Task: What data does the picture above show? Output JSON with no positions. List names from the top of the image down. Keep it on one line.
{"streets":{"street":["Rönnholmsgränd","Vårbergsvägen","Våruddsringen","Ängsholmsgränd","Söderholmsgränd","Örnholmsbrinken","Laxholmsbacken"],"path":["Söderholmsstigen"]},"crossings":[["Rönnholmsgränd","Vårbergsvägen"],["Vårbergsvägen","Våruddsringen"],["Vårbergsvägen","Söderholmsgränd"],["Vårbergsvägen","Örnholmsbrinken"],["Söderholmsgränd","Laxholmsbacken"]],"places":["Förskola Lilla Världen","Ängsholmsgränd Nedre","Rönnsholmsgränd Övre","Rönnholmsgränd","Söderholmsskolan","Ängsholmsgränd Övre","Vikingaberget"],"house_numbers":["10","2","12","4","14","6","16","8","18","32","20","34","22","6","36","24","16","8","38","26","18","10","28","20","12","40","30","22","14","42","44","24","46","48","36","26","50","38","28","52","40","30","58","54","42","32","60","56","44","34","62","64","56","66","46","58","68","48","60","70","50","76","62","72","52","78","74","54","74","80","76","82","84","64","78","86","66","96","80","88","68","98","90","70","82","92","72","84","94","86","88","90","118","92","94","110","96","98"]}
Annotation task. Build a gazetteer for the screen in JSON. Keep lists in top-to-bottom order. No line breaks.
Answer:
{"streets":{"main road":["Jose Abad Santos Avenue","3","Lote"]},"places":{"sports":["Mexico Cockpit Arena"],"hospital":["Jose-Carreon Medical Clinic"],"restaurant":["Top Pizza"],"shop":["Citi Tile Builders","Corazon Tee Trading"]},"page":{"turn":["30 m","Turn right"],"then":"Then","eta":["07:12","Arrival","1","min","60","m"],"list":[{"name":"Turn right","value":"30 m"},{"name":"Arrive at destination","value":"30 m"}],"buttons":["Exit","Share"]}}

> TASK REQUIREMENTS
Return the full listing unchanged.

> SOLUTION TO THIS PROBLEM
Task: What data does the picture above show? Output JSON with no positions. List names from the top of the image down. Keep it on one line.
{"streets":{"street":["Rönnholmsgränd","Vårbergsvägen","Våruddsringen","Ängsholmsgränd","Söderholmsgränd","Örnholmsbrinken","Laxholmsbacken"],"path":["Söderholmsstigen"]},"crossings":[["Rönnholmsgränd","Vårbergsvägen"],["Vårbergsvägen","Våruddsringen"],["Vårbergsvägen","Söderholmsgränd"],["Vårbergsvägen","Örnholmsbrinken"],["Söderholmsgränd","Laxholmsbacken"]],"places":["Förskola Lilla Världen","Ängsholmsgränd Nedre","Rönnsholmsgränd Övre","Rönnholmsgränd","Söderholmsskolan","Ängsholmsgränd Övre","Vikingaberget"],"house_numbers":["10","2","12","4","14","6","16","8","18","32","20","34","22","6","36","24","16","8","38","26","18","10","28","20","12","40","30","22","14","42","44","24","46","48","36","26","50","38","28","52","40","30","58","54","42","32","60","56","44","34","62","64","56","66","46","58","68","48","60","70","50","76","62","72","52","78","74","54","74","80","76","82","84","64","78","86","66","96","80","88","68","98","90","70","82","92","72","84","94","86","88","90","118","92","94","110","96","98"]}
Annotation task. Build a gazetteer for the screen in JSON. Keep lists in top-to-bottom order. No line breaks.
Answer:
{"streets":{"main road":["Jose Abad Santos Avenue","3","Lote"]},"places":{"sports":["Mexico Cockpit Arena"],"hospital":["Jose-Carreon Medical Clinic"],"restaurant":["Top Pizza"],"shop":["Citi Tile Builders","Corazon Tee Trading"]},"page":{"turn":["30 m","Turn right"],"then":"Then","eta":["07:12","Arrival","1","min","60","m"],"list":[{"name":"Turn right","value":"30 m"},{"name":"Arrive at destination","value":"30 m"}],"buttons":["Exit","Share"]}}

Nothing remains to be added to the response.